Second, the model has a detection threshold for extremely fine or low-contrast cracks. As seen in the second row of Fig 10 (highlighted in red), the model sometimes fails to capture the full extent of a crack where it becomes faint and blends into the background texture. This results in an incomplete segmentation, suggesting that while the MAM-ViT DSConv component is effective, its signal can be lost when crack features fall below a certain intensity. A potential research direction is to explore topological continuity losses that would explicitly penalize fragmented predictions and encourage the model to complete faint paths between more confident crack segments.

In addition to these model-specific challenges, several broader limitations should be acknowledged. The proposed LiteCrackSeg framework relies on supervised learning and therefore requires high-quality pixel-level annotations for effective training. Producing such detailed annotations for large-scale infrastructure datasets can be labor-intensive. Furthermore, although the proposed architecture is designed to be lightweight, deployment on extremely constrained edge devices may still require additional optimization techniques such as pruning or quantization. Finally, while the robustness experiments demonstrate resilience to synthetic noise, further evaluation under additional real-world degradations (e.g., motion blur, severe illumination changes, or weather-related artifacts) would provide a more comprehensive assessment of the model’s practical reliability. Addressing these aspects represents an important direction for future work.

Conclusion

In this paper, we propose LiteCrackSeg for efficient pixel-level crack segmentation. The proposed model features an encoder-decoder framework, which integrates a lightweight hybrid MobileViT encoder for multi-scale local–global representation learning. A key component of our design is the Morphology-Aware MobileViT (MAM-ViT) bottleneck, which utilizes dual-branch Dynamic Snake Convolutions (DSConv) to explicitly capture the slender, tubular geometry characteristic of cracks. To address class imbalance and improve discrimination between crack and background pixels, we integrated a Tversky loss function. This architecture was validated through extensive experiments on three public benchmark datasets, where it demonstrated robust segmentation capabilities while maintaining a minimal computational footprint. Despite its strong performance, future work could explore its application under more adverse conditions and focus on deployment and validation on mobile and edge devices for real-world inspection. Furthermore, the core principles of the hybrid MobileViT encoder and the MAM-ViT bottleneck could be adapted to other challenging segmentation tasks involving fine, curvilinear structures, such as retinal vessel segmentation in medical imaging.

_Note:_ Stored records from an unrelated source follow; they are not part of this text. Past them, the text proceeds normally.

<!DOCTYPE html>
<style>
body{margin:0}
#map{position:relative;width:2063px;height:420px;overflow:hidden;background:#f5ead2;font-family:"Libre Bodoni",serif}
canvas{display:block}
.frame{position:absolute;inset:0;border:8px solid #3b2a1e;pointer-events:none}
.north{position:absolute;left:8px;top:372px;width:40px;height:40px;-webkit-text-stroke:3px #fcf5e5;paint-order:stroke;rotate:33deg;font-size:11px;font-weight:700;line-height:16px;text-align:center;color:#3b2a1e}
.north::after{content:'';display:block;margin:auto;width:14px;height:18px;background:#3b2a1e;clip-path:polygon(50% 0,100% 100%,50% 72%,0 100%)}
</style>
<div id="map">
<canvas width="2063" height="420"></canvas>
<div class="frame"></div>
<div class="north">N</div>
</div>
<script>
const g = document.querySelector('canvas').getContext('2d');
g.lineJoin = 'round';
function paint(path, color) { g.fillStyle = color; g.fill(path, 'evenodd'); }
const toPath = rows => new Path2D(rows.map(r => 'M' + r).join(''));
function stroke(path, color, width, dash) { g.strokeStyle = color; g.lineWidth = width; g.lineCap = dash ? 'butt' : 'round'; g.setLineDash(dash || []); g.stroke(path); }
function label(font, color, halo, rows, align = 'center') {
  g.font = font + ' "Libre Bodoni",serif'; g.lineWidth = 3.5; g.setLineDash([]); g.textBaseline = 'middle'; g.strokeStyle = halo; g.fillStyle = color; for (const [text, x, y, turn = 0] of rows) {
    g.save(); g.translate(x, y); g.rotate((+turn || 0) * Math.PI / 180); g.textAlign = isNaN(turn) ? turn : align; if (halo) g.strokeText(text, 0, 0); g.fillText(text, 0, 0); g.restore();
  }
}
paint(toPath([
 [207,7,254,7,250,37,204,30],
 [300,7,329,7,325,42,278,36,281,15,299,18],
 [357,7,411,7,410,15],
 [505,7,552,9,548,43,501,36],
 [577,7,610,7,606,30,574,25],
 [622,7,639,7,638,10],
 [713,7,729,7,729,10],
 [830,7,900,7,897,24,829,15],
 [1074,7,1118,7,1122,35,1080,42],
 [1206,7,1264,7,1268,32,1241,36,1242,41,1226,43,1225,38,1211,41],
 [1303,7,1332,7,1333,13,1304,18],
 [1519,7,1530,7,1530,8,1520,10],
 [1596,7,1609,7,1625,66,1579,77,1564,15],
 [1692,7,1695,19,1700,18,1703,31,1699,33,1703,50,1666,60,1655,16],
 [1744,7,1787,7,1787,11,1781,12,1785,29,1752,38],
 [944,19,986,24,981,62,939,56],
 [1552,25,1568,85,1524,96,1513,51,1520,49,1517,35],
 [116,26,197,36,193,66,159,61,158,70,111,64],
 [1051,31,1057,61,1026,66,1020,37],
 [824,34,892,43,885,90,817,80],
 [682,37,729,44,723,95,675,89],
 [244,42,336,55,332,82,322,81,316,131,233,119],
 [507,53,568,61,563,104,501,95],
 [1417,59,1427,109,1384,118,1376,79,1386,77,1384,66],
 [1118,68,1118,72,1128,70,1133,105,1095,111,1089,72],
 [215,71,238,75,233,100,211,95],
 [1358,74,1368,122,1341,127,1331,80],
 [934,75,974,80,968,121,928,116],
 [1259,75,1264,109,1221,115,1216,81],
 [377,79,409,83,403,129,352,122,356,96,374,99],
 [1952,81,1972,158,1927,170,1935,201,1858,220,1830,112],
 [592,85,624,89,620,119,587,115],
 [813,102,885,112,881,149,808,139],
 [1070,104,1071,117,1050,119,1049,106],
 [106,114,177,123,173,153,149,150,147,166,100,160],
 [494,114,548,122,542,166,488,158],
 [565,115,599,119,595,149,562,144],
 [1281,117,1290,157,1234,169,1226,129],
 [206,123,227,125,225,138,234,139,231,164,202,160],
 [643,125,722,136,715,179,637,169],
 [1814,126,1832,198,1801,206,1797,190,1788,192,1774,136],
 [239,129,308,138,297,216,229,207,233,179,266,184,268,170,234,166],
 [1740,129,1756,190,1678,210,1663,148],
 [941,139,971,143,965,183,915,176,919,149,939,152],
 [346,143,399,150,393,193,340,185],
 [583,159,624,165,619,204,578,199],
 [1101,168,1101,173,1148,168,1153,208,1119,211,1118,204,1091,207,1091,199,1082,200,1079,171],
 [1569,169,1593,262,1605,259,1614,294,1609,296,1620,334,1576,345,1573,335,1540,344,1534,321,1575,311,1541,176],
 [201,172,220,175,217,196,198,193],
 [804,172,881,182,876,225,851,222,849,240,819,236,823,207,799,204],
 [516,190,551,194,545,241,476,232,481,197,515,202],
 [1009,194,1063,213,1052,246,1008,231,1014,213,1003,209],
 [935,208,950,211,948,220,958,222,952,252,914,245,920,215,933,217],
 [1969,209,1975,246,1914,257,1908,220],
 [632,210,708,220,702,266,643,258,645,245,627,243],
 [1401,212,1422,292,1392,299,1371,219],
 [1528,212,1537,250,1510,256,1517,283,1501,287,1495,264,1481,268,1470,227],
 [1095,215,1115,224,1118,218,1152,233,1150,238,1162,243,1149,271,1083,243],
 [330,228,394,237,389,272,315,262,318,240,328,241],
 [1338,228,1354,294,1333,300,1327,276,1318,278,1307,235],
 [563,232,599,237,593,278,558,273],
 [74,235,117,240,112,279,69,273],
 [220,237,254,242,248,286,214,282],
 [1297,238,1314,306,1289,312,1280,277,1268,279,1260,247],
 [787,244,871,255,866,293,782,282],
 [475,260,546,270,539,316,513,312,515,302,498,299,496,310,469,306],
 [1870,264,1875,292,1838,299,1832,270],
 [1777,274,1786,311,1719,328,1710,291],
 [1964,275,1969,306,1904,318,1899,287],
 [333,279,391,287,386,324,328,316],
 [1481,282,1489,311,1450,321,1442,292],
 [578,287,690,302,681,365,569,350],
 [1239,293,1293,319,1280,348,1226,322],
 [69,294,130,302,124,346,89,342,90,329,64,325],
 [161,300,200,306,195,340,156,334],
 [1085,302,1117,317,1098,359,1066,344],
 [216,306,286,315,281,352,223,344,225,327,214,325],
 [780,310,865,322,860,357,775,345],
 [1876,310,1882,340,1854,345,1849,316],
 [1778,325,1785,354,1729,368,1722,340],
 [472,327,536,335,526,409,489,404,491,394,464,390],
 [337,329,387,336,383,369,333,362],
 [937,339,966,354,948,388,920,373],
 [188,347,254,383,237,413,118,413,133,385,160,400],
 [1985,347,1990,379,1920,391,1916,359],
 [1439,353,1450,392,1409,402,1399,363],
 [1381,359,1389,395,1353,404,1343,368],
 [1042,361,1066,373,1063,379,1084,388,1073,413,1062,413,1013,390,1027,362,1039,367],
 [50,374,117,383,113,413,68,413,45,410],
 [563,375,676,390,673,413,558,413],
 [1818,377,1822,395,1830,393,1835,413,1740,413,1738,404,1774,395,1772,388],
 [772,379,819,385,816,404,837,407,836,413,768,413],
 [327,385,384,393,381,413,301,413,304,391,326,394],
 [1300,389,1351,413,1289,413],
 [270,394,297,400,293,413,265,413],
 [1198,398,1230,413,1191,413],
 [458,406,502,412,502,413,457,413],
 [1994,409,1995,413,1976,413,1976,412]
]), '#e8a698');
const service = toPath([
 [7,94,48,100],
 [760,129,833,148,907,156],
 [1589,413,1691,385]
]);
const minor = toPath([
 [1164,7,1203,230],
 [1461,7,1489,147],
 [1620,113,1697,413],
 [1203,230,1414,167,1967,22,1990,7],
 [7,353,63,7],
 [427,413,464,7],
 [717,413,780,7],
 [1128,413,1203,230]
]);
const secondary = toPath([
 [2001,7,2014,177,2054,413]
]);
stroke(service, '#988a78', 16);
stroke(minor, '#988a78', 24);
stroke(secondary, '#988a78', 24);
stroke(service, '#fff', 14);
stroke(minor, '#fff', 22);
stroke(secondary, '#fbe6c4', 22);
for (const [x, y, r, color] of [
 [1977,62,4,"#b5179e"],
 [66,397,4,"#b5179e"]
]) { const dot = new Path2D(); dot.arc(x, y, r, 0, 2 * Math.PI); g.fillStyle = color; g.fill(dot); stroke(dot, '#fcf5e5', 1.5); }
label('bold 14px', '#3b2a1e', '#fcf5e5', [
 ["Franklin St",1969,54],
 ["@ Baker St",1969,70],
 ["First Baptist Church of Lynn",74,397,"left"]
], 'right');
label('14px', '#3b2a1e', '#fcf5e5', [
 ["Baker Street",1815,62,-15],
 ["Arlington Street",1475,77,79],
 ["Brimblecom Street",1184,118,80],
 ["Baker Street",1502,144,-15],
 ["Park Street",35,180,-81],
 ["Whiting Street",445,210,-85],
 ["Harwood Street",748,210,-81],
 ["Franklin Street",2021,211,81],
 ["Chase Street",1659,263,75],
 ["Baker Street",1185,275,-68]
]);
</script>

Despite the strong performance achieved by LiteCrackSeg, several limitations remain. In particular, the model can occasionally confuse crack-like artifacts such as scratches with true cracks, and extremely faint or low-contrast crack segments may not always be fully recovered. Additionally, the proposed framework relies on supervised learning with pixel-level annotations, which can be costly to obtain for large infrastructure datasets. Future work will investigate strategies such as contrastive learning to better distinguish cracks from similar artifacts, topological continuity constraints to improve detection of faint crack segments, and lightweight model compression techniques to further enhance deployment on resource-constrained edge devices. These directions could further improve robustness and practical applicability of crack segmentation systems.